Proton configurations in the hydrogen bonds of KH2PO4 as seen by resonant x-ray diffraction

TL;DR

This study uses resonant x-ray diffraction to investigate proton configurations in KH2PO4, revealing how proton ordering affects symmetry during phase transition and quantifying activation energies of different configurations.

Contribution

It demonstrates the sensitivity of forbidden x-ray reflections to proton configurations and provides quantitative analysis of their temperature-dependent probabilities.

Findings

Forbidden reflections are highly sensitive to proton configurations.

Proton configurations follow Arrhenius law with specific activation energies.
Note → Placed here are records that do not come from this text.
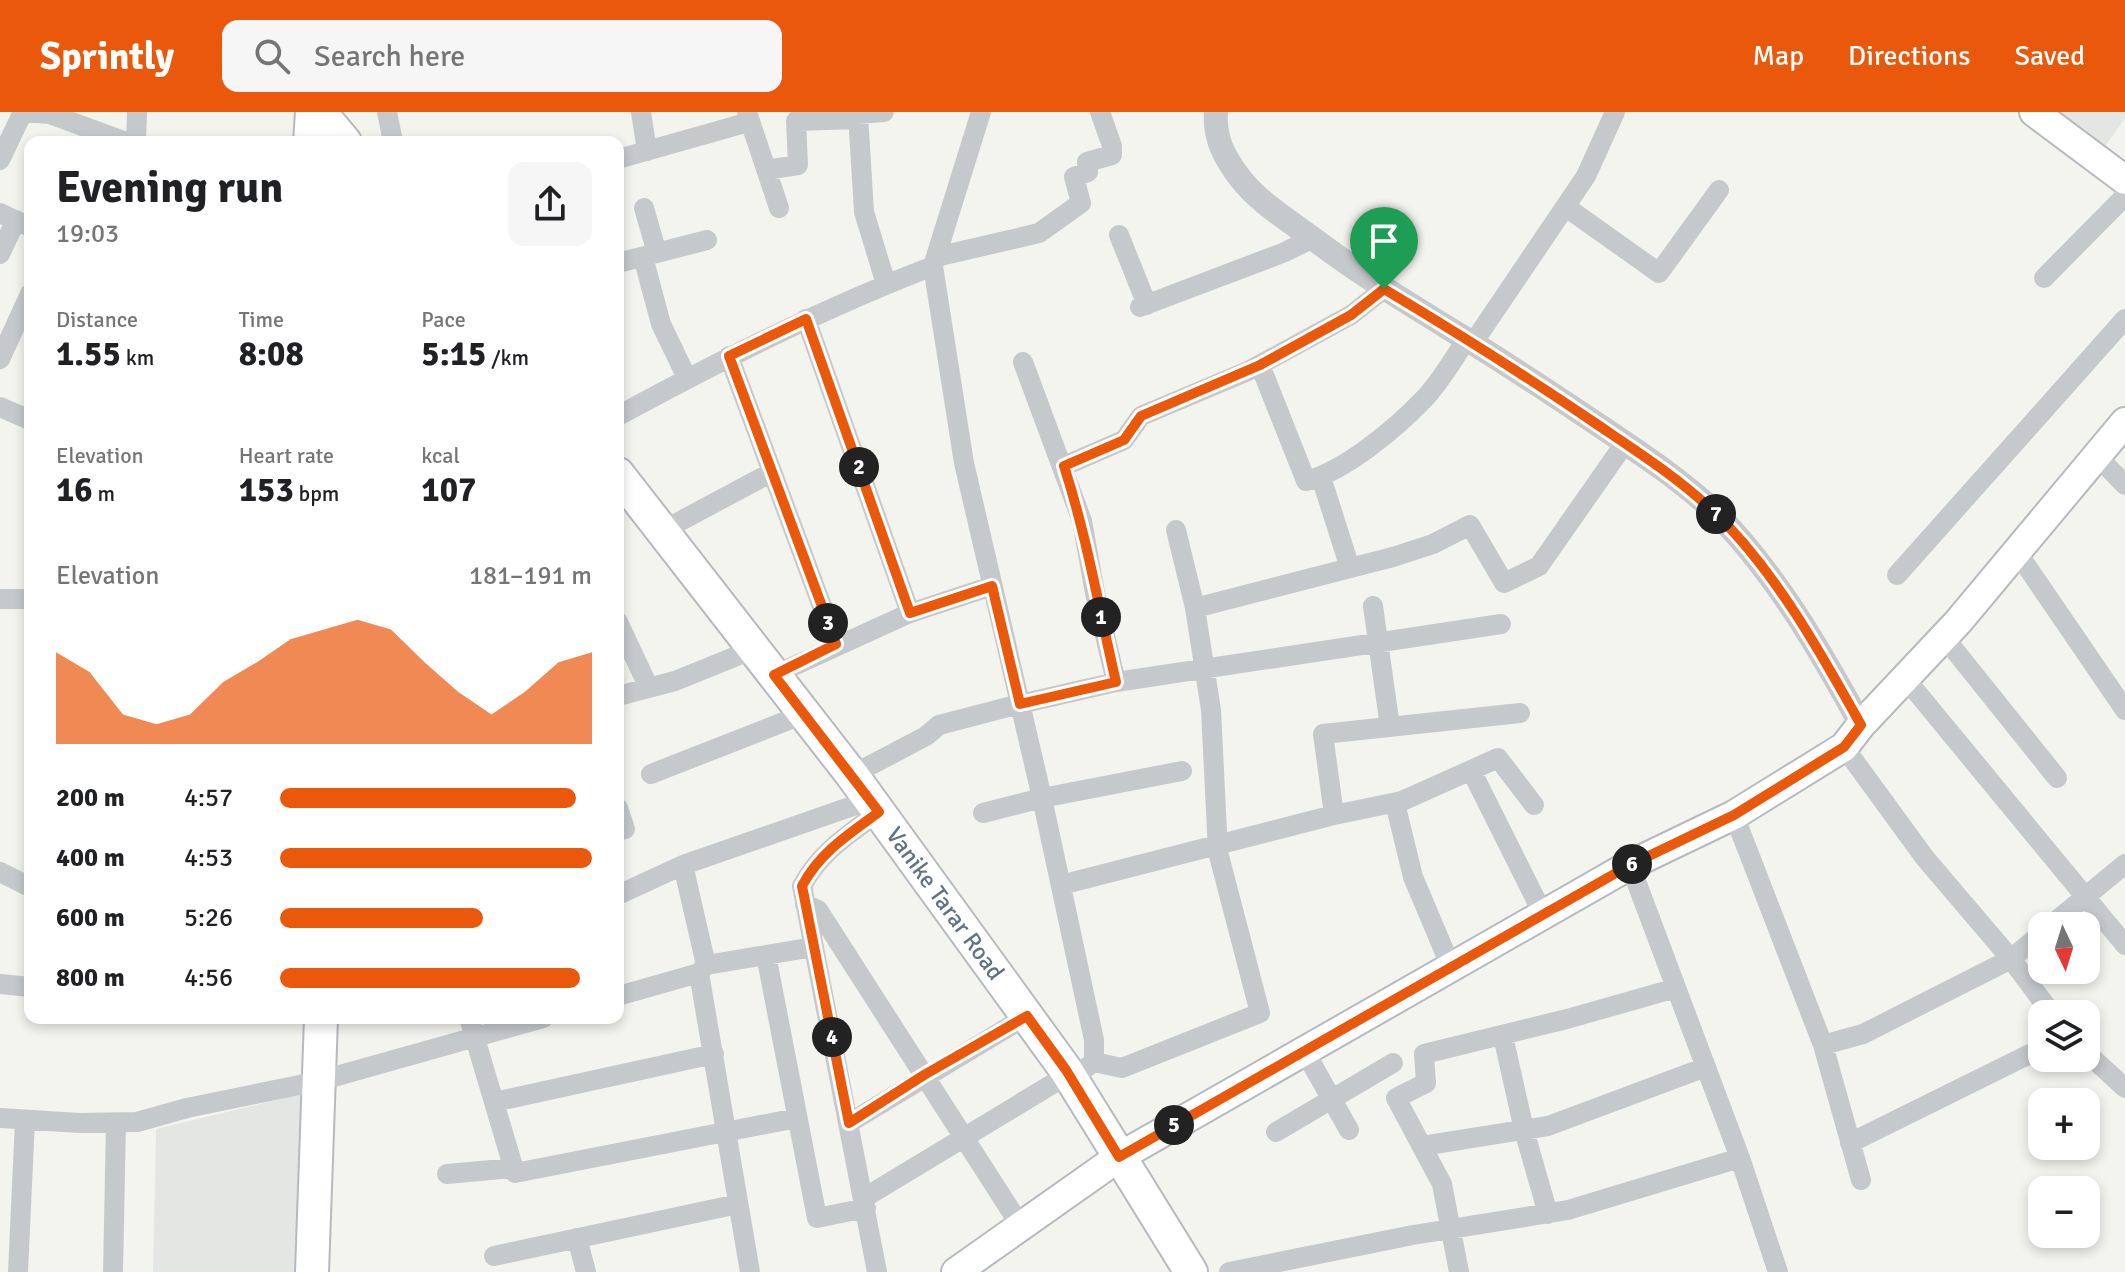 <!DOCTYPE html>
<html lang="en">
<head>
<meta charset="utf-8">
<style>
  body { margin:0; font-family:Signika,sans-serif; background:#f6f6f6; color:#202124; height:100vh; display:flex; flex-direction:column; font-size:30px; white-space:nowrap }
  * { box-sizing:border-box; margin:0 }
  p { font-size:26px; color:#757577 }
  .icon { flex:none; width:44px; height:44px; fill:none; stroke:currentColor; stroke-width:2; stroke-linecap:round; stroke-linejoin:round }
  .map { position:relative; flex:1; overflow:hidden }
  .sheet { position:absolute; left:24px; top:24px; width:600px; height:888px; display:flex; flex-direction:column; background:#fff; border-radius:16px; box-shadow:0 4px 12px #0003 }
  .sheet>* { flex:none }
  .needle { width:52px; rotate:176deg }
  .controls { position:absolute; left:2028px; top:800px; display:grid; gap:16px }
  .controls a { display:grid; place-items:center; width:72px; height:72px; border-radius:16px; background:#fff; box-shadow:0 4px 12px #0003; font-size:40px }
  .pin { position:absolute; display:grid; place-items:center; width:68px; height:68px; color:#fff; margin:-82px -34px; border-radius:50% 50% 50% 0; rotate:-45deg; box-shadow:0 0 8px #0007 }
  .pin .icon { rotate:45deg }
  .km { position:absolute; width:40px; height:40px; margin:-20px; border-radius:50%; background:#222; color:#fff; font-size:22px; line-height:40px; text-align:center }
  .round { display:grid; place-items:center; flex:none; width:84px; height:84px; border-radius:16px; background:#f6f6f6 }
  .summary { display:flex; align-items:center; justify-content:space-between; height:136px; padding:0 32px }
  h1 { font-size:44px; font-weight:700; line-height:60px }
  .metrics { display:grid; grid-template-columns:repeat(3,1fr); gap:12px; height:136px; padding:8px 32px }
  .metrics div { display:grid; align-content:center }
  .metrics b { font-size:34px; font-weight:700 }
  .metrics small { font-size:22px; font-weight:400 }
  .metrics p { font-size:22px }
  .chart { height:224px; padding:16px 32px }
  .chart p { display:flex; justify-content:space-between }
  .chart svg { width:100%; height:144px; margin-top:8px; fill:#ea580c; opacity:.7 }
  ul { padding:0 32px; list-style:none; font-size:26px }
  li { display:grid; grid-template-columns:128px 96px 1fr; align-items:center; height:60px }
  li i { height:20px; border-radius:10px; background:#ea580c }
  header { display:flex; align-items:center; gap:48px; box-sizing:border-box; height:112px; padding:0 40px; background:#ea580c; color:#fff }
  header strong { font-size:38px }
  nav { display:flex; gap:44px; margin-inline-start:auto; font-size:28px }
  .search { width:560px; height:72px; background:#f6f6f6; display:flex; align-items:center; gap:20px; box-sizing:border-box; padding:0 28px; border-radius:16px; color:#757577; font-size:30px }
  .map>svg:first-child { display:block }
  .built { fill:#e4e6e3 }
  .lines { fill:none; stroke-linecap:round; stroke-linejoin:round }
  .secondary-casing { stroke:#b5babf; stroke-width:32 }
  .primary-casing { stroke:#b6babe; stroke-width:36 }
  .minor { stroke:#c6c9cc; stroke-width:20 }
  .tertiary { stroke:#c6c9cc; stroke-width:24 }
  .secondary { stroke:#fff; stroke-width:28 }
  .primary { stroke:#fff; stroke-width:32 }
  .route-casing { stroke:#fff; stroke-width:16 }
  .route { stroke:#ea580c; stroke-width:10 }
  .labels { text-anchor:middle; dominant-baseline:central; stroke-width:8; stroke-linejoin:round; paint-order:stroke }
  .street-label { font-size:24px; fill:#607283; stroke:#fff }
</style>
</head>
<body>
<header>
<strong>Sprintly</strong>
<div class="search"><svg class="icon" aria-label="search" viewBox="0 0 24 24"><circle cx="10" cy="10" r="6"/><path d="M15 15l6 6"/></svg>Search here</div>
<nav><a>Map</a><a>Directions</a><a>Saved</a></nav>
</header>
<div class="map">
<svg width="2125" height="1160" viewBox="0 0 2125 1160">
  <rect width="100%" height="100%" fill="#f4f4ef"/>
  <path class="built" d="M2048 0H2125V6L2101 40Z
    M302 982 299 1160H153L156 1017Z"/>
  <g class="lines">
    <g class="secondary-casing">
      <path id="secondary" d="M2034 0 2125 68
        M956 1160 1119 1045 1630 753 1734 703 1844 635 1861 613 1958 510 2125 310"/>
    </g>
    <g class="primary-casing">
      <g id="primary">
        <path d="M320 0 345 30"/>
        <path d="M310 30 312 0"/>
        <path id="s1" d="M618 362 852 663 1066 958 1191 1160"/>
        <path d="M312 1160 321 906"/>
      </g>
    </g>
    <path class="minor" d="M387 0 393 30
      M641 0 647 39
      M747 0 779 96
      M884 0 858 2 864 100 886 172
      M981 0 933 154 964 351 1042 686 1094 928V950L1072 966
      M136 30 137 0
      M618 47 749 10
      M0 48 23 0 50 2 126 30
      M766 58 798 53 796 9 858 7
      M1566 95 1659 161 1719 78
      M644 96 657 141
      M0 101 30 115
      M1119 123 1147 193
      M0 142 16 108
      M643 145 661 212 687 266
      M936 145 1039 121 1081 91 1074 65 1088 60 1087 50 1112 43V34L1100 0
      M618 151 707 128
      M2044 166 2125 84
      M1140 195 1285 140 1313 126
      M806 207 910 501
      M1473 231 1586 64 1615 0
      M729 244 836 532
      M0 247 30 182
      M1023 250 1082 409 1095 481 1116 570
      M1260 253 1306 369C1345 359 1395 317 1423 288 1440 271 1453 247 1467 227
      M0 295 30 308
      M618 304C721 248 824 196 933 154
      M2097 344 2125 373
      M1064 354 1124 328 1141 304 1248 259 1351 203 1384 177
      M1321 365 1350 456
      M662 419 772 360
      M2017 440 2125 598
      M1897 463 2125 207
      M0 487H30
      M1373 494 1390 615
      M1195 496 1393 445 1433 432 1470 413 1504 471 1539 454 1625 331
      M618 510 649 576
      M1944 525 2057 666
      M774 563 910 501 992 474
      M1905 566 2125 833
      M618 584 675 569 754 537
      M1844 635 1925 746 2011 847 2052 902
      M1471 658 1543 802
      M651 662 804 602
      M852 663 926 624 939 613 1020 592 1116 570 1501 512
      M1395 691 1413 765 1451 855
      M618 696 625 717 618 719
      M983 701 1042 686 1182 659
      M1334 703 1323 622 1520 601
      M1734 703 1823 933 1861 1068
      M683 753 706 853
      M1630 753 1740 1046 1778 1160
      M0 760 30 775
      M1061 773 1334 703 1402 689 1498 646 1534 693
      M618 783 683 753 870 688
      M805 792 818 798 1020 1113
      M2050 814 2125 752
      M766 843 817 1106 866 1096
      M699 861 706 853 814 835
      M0 872 30 875
      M618 884 699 861 750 1160
      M469 906 515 1061 797 1006
      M1503 924 1524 1018 1548 1102
      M1823 933 1863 922 2011 847 2042 821
      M1304 938 1349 1018
      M2086 940 2125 976
      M1094 950 1122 956 1260 901 1218 740 1211 598 1195 496 1176 418
      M494 990 714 942
      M0 1006 80 1011 137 1010 187 996 319 969 543 906
      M849 1011 1027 904
      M1276 1020 1393 951
      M1850 1031 2042 936
      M1422 1034 1548 1014 1706 955
      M447 1062 513 1056
      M864 1086 1069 962
      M577 1126 586 1160
      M494 1144 738 1092
      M18 1160 25 1008
      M113 1160 116 1011
      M877 1160 802 774C820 740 849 722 879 700
      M1229 1160 1413 1123 1568 1098 1740 1046
      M1459 1160 1442 1072 1396 986 1426 971 1424 942 1567 907 1676 876"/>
    <path class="tertiary" d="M1216 0C1214 26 1224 45 1240 66 1260 92 1293 111 1319 131 1366 166 1416 196 1466 227 1512 255 1558 286 1603 316 1640 341 1681 368 1714 399 1775 460 1820 538 1861 613"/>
    <use href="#secondary" class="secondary"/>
    <use href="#primary" class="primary"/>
  </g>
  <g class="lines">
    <g class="route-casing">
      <path id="route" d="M1384 177C1456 220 1526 264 1595 311 1635 338 1677 365 1712 398 1773 455 1821 541 1861 613L1844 635 1734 703 1630 753 1119 1045 1066 958 1027 904 924 963 849 1011 802 774C820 740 849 722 879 700L774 563 836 532 729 244 806 207 910 501 992 474 1020 592 1116 570C1099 497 1087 425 1064 354L1124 328 1141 304 1260 253 1351 203Z"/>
    </g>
    <use href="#route" class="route"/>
  </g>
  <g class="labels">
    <g class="street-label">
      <text stroke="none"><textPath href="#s1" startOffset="540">Vanike Tarar Road</textPath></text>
    </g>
  </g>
</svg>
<div class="controls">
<a><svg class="needle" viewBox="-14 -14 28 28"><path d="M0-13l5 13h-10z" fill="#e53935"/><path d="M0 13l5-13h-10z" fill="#757577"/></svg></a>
<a><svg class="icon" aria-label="layers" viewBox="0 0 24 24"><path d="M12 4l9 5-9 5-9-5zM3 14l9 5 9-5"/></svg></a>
<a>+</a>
<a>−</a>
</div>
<div class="pin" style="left:1384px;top:177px;background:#1e9e55"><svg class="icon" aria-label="arrive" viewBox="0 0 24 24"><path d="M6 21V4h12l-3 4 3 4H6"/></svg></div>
<b class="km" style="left:1101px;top:505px">1</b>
<b class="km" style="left:859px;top:355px">2</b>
<b class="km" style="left:828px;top:511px">3</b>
<b class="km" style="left:832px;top:925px">4</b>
<b class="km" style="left:1174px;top:1013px">5</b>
<b class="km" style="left:1632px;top:752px">6</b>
<b class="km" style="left:1716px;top:402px">7</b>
<section class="sheet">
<div class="summary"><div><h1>Evening run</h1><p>19:03</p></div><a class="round"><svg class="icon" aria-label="share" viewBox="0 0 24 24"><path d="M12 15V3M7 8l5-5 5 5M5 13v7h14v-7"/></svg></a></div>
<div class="metrics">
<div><p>Distance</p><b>1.55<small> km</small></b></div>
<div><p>Time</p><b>8:08</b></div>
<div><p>Pace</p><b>5:15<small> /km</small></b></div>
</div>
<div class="metrics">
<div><p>Elevation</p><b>16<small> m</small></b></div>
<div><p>Heart rate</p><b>153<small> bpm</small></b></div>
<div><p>kcal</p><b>107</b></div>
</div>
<div class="chart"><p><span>Elevation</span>181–191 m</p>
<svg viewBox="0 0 160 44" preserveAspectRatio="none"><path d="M0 44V16L10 22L20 35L30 38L40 35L50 25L60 19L70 12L80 9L90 6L100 9L110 19L120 28L130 35L140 28L150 19L160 16V44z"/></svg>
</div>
<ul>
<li><b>200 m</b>4:57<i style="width:95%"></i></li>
<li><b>400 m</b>4:53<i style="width:100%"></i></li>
<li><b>600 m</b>5:26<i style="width:65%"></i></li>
<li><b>800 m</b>4:56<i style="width:96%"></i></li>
</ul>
</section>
</div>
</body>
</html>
Proton 'freezing' alters the average symmetry during phase transition.

Abstract

KH2PO4 (KDP) belongs to the class of hydrogen-bonded ferroelectrics, whose paraelectric to ferroelectric phase transition is driven by the ordering of the protons in the hydrogen bonds. We demonstrate that forbidden reflections of KDP, when measured at an x-ray absorption edge, are highly sensitive to the asymmetry of proton configurations. The change of average symmetry caused by the "freezing" of the protons during the phase transition is clearly evidenced. In the paraelectric phase, we identify in the resonant spectra of the forbidden reflections a contribution related to the transient proton configurations in the hydrogen bonds, which violates the high average symmetry of the sites of the resonant atoms. The analysis of the temperature dependence reveals a change of relative probabilities of the different proton configurations. They follow the Arrhenius law, and the activation energies of polar and Slater configurations are 18.6 and 7.3 meV, respectively.